### The task
Reproduce word for word the lines between those holding "681px,377px 688px,369px 716px,344px" and "784px,660px 793px,657px 805px,690px", inclusive, and nothing else from the data below.

Stored data
══════════

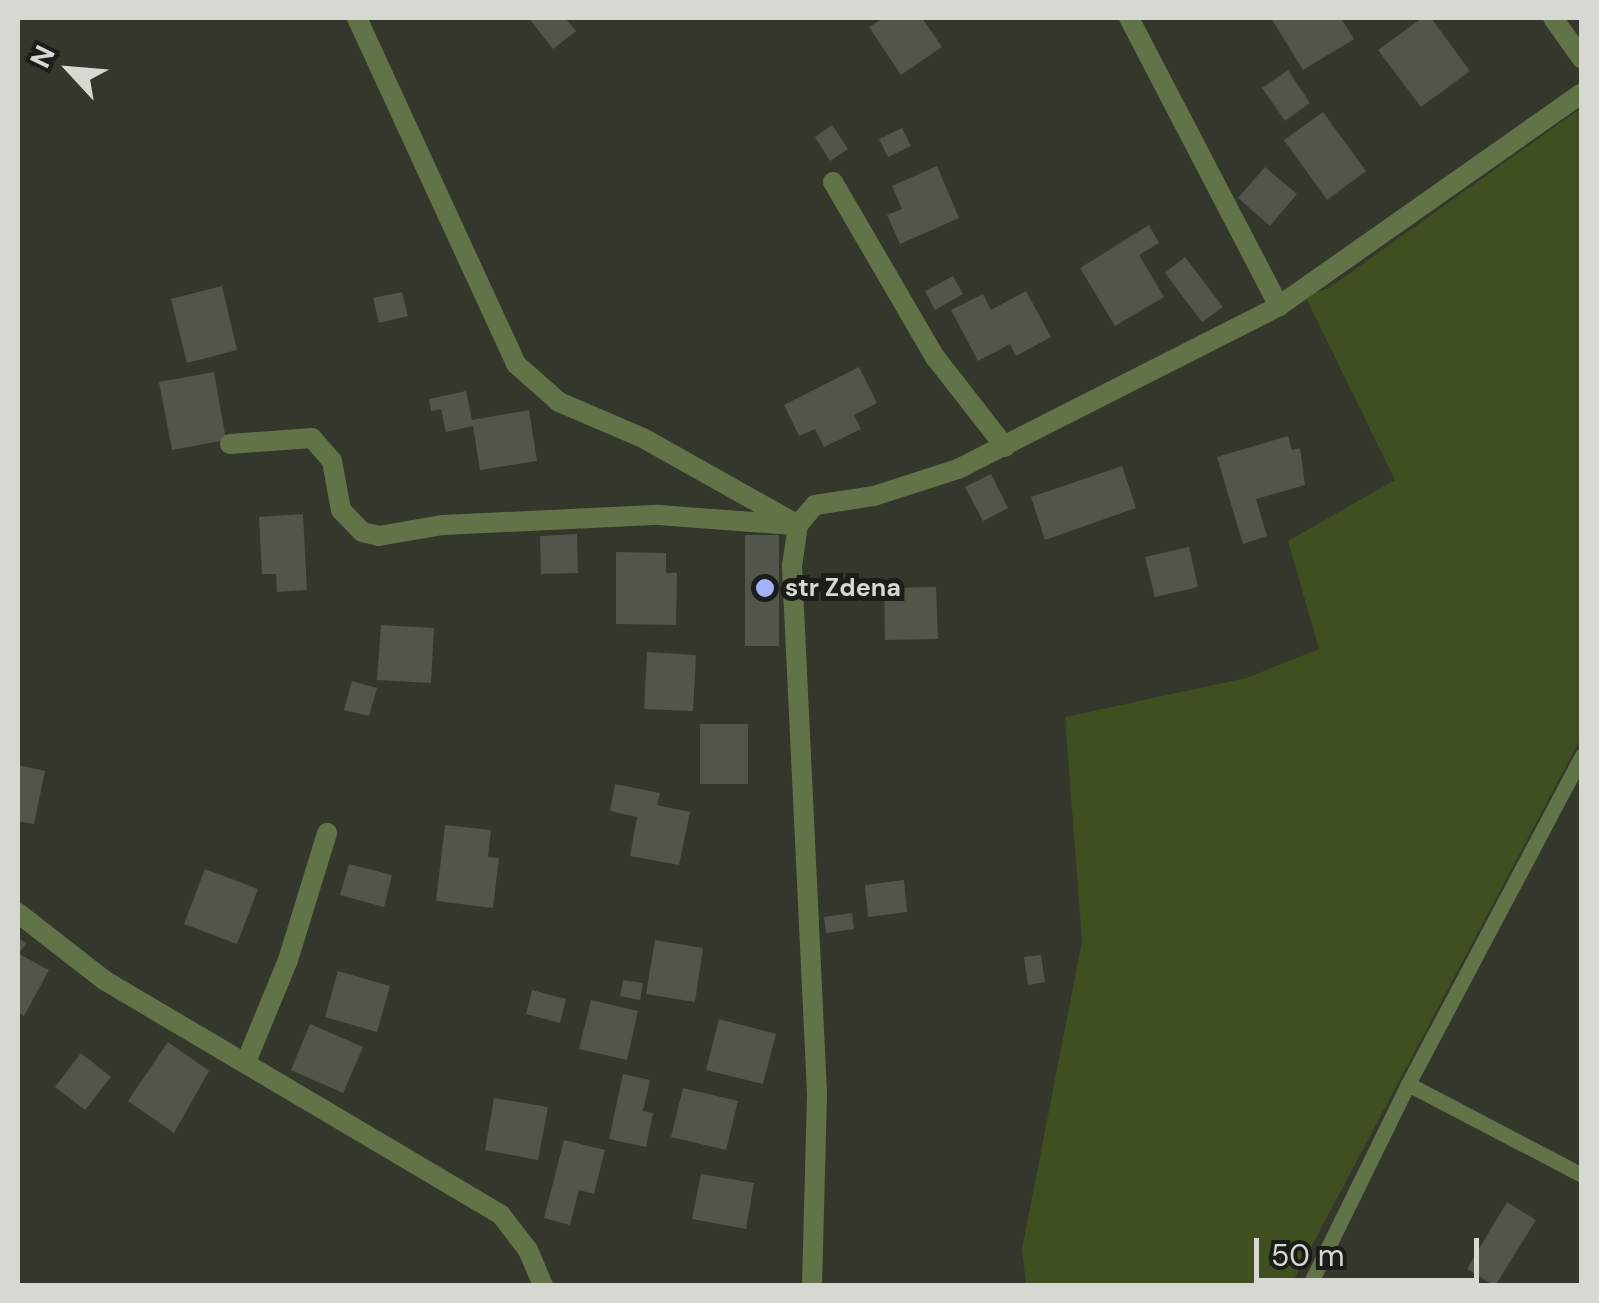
<!DOCTYPE html>
<style>
body{margin:0}
#map{position:relative;width:1599px;height:1303px;overflow:hidden;background:#33372c;font-family:"DM Sans",sans-serif}
div>[style]{position:absolute}
[style*='--x']{left:calc(var(--x)*1px);top:calc(var(--y)*1px);width:calc(var(--w)*1px);rotate:calc(var(--a)*1deg)}
.green>*{inset:0;background:#3f4f20}
.building>*{inset:0;background:#51554a}
.lane>*{height:15px;margin:-7.5px;padding:0 7.5px;transform-origin:7.5px;border-radius:7.5px;background:#637348}
.street>*{height:20px;margin:-10px;padding:0 10px;transform-origin:10px;border-radius:10px;background:#637348}
.dots>*{width:28px;height:28px;translate:-50% -50%;box-sizing:border-box;border:5px solid #1b1d19;border-radius:50%}
span{translate:-50% -50%;white-space:nowrap;text-align:center;line-height:1.15;-webkit-text-stroke:10px #1b1d19;paint-order:stroke}
.poi-label{font-size:25px;color:#d6d9d2;font-weight:700}
.left{translate:0 -50%;text-align:left}
.frame{position:absolute;inset:0;border:20px solid #d6d9d2;pointer-events:none}
.north{position:absolute;left:20px;top:20px;width:100px;height:100px;-webkit-text-stroke:8px #1b1d19;paint-order:stroke;rotate:296deg;font-size:28px;font-weight:700;line-height:40px;text-align:center;color:#d6d9d2}
.north::after{content:'';display:block;margin:auto;width:35px;height:45px;background:#d6d9d2;clip-path:polygon(50% 0,100% 100%,50% 72%,0 100%)}
.scale{position:absolute;left:1254px;top:1238px;width:225px;height:45px;box-sizing:border-box;border:5px solid #d6d9d2;border-top:0;padding-left:12px;font-size:30px;line-height:35px;white-space:nowrap;color:#d6d9d2;-webkit-text-stroke:8px #1b1d19;paint-order:stroke}
</style>
<div id="map">
<div class="green">
<i style="clip-path:polygon(1581px 108px,1581px 738px,1291px 1285px,1026px 1285px,1022px 1249px,1082px 941px,1065px 717px,1246px 678px,1319px 649px,1288px 541px,1395px 480px,1305px 296px,1329px 288px)"></i>
</div>
<div class="building">
<i style="clip-path:polygon(535px 18px,565px 18px,576px 31px,553px 49px,531px 21px)"></i>
<i style="clip-path:polygon(884px 18px,922px 18px,942px 47px,901px 75px,869px 27px)"></i>
<i style="clip-path:polygon(1271px 18px,1341px 18px,1354px 39px,1303px 70px)"></i>
<i style="clip-path:polygon(1422px 18px,1431px 18px,1470px 71px,1421px 107px,1378px 50px)"></i>
<i style="clip-path:polygon(1288px 70px,1310px 103px,1285px 121px,1262px 88px)"></i>
<i style="clip-path:polygon(1323px 112px,1366px 171px,1327px 200px,1284px 140px)"></i>
<i style="clip-path:polygon(832px 125px,848px 149px,830px 161px,815px 137px)"></i>
<i style="clip-path:polygon(902px 128px,911px 146px,888px 157px,879px 139px)"></i>
<i style="clip-path:polygon(937px 166px,959px 218px,900px 244px,887px 215px,902px 209px,892px 186px)"></i>
<i style="clip-path:polygon(1265px 167px,1297px 194px,1270px 226px,1238px 198px)"></i>
<i style="clip-path:polygon(1149px 225px,1159px 243px,1139px 255px,1164px 297px,1115px 326px,1080px 268px)"></i>
<i style="clip-path:polygon(1185px 257px,1223px 307px,1202px 322px,1165px 273px)"></i>
<i style="clip-path:polygon(953px 276px,963px 294px,935px 310px,925px 291px)"></i>
<i style="clip-path:polygon(222px 286px,237px 350px,187px 363px,171px 299px)"></i>
<i style="clip-path:polygon(1026px 291px,1051px 337px,1016px 356px,1010px 344px,978px 361px,951px 310px,983px 294px,991px 310px)"></i>
<i style="clip-path:polygon(402px 292px,408px 316px,379px 323px,373px 298px)"></i>
<i style="clip-path:polygon(859px 367px,877px 403px,854px 415px,861px 429px,824px 447px,815px 429px,799px 436px,784px 405px)"></i>
<i style="clip-path:polygon(214px 372px,226px 440px,172px 450px,159px 382px)"></i>
<i style="clip-path:polygon(466px 391px,472px 420px,529px 410px,537px 461px,480px 470px,473px 426px,446px 432px,441px 409px,431px 411px,429px 399px)"></i>
<i style="clip-path:polygon(1288px 436px,1292px 450px,1300px 448px,1305px 485px,1256px 499px,1267px 536px,1243px 544px,1217px 457px)"></i>
<i style="clip-path:polygon(1122px 466px,1136px 508px,1045px 540px,1031px 497px)"></i>
<i style="clip-path:polygon(991px 474px,1008px 508px,983px 521px,965px 487px)"></i>
<i style="clip-path:polygon(303px 514px,307px 590px,277px 592px,276px 574px,262px 574px,259px 517px)"></i>
<i style="clip-path:polygon(577px 534px,578px 573px,541px 574px,540px 536px)"></i>
<i style="clip-path:polygon(745px 535px,779px 535px,779px 646px,745px 646px)"></i>
<i style="clip-path:polygon(1189px 547px,1198px 587px,1155px 597px,1145px 557px)"></i>
<i style="clip-path:polygon(616px 552px,666px 553px,666px 573px,677px 573px,676px 625px,616px 624px)"></i>
<i style="clip-path:polygon(936px 587px,938px 639px,885px 640px,884px 588px)"></i>
<i style="clip-path:polygon(381px 625px,434px 628px,431px 683px,377px 680px)"></i>
<i style="clip-path:polygon(647px 652px,696px 655px,693px 711px,644px 709px)"></i>
<i style="clip-path:polygon(352px 681px,377px 688px,369px 716px,344px 710px)"></i>
<i style="clip-path:polygon(700px 724px,748px 724px,748px 784px,700px 784px)"></i>
<i style="clip-path:polygon(18px 765px,45px 771px,34px 824px,18px 821px)"></i>
<i style="clip-path:polygon(615px 784px,660px 793px,657px 805px,690px 812px,679px 865px,630px 856px,637px 817px,610px 811px)"></i>
<i style="clip-path:polygon(445px 825px,491px 830px,488px 857px,499px 858px,493px 908px,436px 901px)"></i>
<i style="clip-path:polygon(349px 864px,392px 875px,384px 907px,340px 895px)"></i>
<i style="clip-path:polygon(205px 869px,258px 889px,237px 944px,184px 924px)"></i>
<i style="clip-path:polygon(904px 880px,907px 912px,868px 917px,865px 885px)"></i>
<i style="clip-path:polygon(852px 913px,854px 929px,826px 933px,824px 917px)"></i>
<i style="clip-path:polygon(18px 938px,26px 943px,19px 954px,49px 970px,24px 1016px,18px 1012px)"></i>
<i style="clip-path:polygon(655px 940px,703px 948px,695px 1002px,646px 994px)"></i>
<i style="clip-path:polygon(1041px 955px,1045px 982px,1028px 985px,1024px 957px)"></i>
<i style="clip-path:polygon(338px 971px,390px 986px,377px 1032px,325px 1017px)"></i>
<i style="clip-path:polygon(623px 980px,643px 983px,640px 1000px,620px 996px)"></i>
<i style="clip-path:polygon(532px 990px,566px 999px,560px 1023px,526px 1014px)"></i>
<i style="clip-path:polygon(591px 1000px,638px 1011px,627px 1060px,579px 1049px)"></i>
<i style="clip-path:polygon(719px 1019px,776px 1034px,763px 1084px,706px 1070px)"></i>
<i style="clip-path:polygon(310px 1024px,363px 1047px,343px 1093px,291px 1070px)"></i>
<i style="clip-path:polygon(168px 1042px,209px 1071px,174px 1133px,128px 1101px)"></i>
<i style="clip-path:polygon(81px 1053px,111px 1077px,85px 1110px,55px 1087px)"></i>
<i style="clip-path:polygon(623px 1074px,650px 1080px,643px 1111px,653px 1113px,646px 1147px,609px 1139px)"></i>
<i style="clip-path:polygon(683px 1088px,738px 1101px,726px 1150px,671px 1137px)"></i>
<i style="clip-path:polygon(494px 1098px,548px 1107px,538px 1160px,485px 1150px)"></i>
<i style="clip-path:polygon(564px 1140px,605px 1150px,594px 1194px,579px 1190px,570px 1225px,544px 1218px)"></i>
<i style="clip-path:polygon(701px 1174px,754px 1183px,746px 1229px,692px 1219px)"></i>
<i style="clip-path:polygon(1507px 1202px,1536px 1220px,1495px 1286px,1467px 1269px)"></i>
</div>
<div class="lane">
<i style="--x:1408;--y:1084;--w:372;--a:-62.1"></i>
<i style="--x:1309;--y:1286;--w:225;--a:-63.9"></i>
<i style="--x:1408;--y:1084;--w:196;--a:27.6"></i>
</div>
<div class="street">
<i style="--x:357;--y:18;--w:381;--a:65.3"></i>
<i style="--x:516;--y:364;--w:57;--a:41.5"></i>
<i style="--x:559;--y:402;--w:91;--a:23.2"></i>
<i style="--x:643;--y:438;--w:178;--a:29.3"></i>
<i style="--x:1129;--y:18;--w:325;--a:62.5"></i>
<i style="--x:1553;--y:18;--w:50;--a:54.7"></i>
<i style="--x:833;--y:182;--w:203;--a:59.8"></i>
<i style="--x:935;--y:357;--w:114;--a:52.1"></i>
<i style="--x:230;--y:444;--w:82;--a:-4.2"></i>
<i style="--x:312;--y:438;--w:30;--a:49"></i>
<i style="--x:332;--y:461;--w:50;--a:79.6"></i>
<i style="--x:341;--y:510;--w:30;--a:46"></i>
<i style="--x:362;--y:532;--w:17;--a:13"></i>
<i style="--x:379;--y:536;--w:65;--a:-9.8"></i>
<i style="--x:443;--y:525;--w:216;--a:-2.7"></i>
<i style="--x:659;--y:515;--w:132;--a:4.3"></i>
<i style="--x:18;--y:913;--w:109;--a:37.9"></i>
<i style="--x:104;--y:980;--w:461;--a:30.6"></i>
<i style="--x:501;--y:1215;--w:44;--a:52.4"></i>
<i style="--x:528;--y:1250;--w:39;--a:67"></i>
<i style="--x:246;--y:1062;--w:110;--a:-67.6"></i>
<i style="--x:288;--y:960;--w:133;--a:-72.9"></i>
<i style="--x:812;--y:1286;--w:193;--a:-88.5"></i>
<i style="--x:817;--y:1093;--w:528;--a:-92.72"></i>
<i style="--x:792;--y:566;--w:41;--a:-81.7"></i>
<i style="--x:798;--y:525;--w:26;--a:-50"></i>
<i style="--x:815;--y:505;--w:60;--a:-8.7"></i>
<i style="--x:874;--y:496;--w:88;--a:-17.8"></i>
<i style="--x:958;--y:469;--w:360;--a:-26.9"></i>
<i style="--x:1279;--y:306;--w:370;--a:-35.1"></i>
</div>
<div class="dots">
<i style="left:765px;top:588px;background:#a3b2fd"></i>
</div>
<div class="poi-label">
<span class="left" style="left:785px;top:588px">str Zdena</span>
</div>
<div class="frame"></div>
<div class="north">N</div>
<div class="scale">50 m</div>
</div>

══════════

### Solution to this exercise
<i style="clip-path:polygon(352px 681px,377px 688px,369px 716px,344px 710px)"></i>
<i style="clip-path:polygon(700px 724px,748px 724px,748px 784px,700px 784px)"></i>
<i style="clip-path:polygon(18px 765px,45px 771px,34px 824px,18px 821px)"></i>
<i style="clip-path:polygon(615px 784px,660px 793px,657px 805px,690px 812px,679px 865px,630px 856px,637px 817px,610px 811px)"></i>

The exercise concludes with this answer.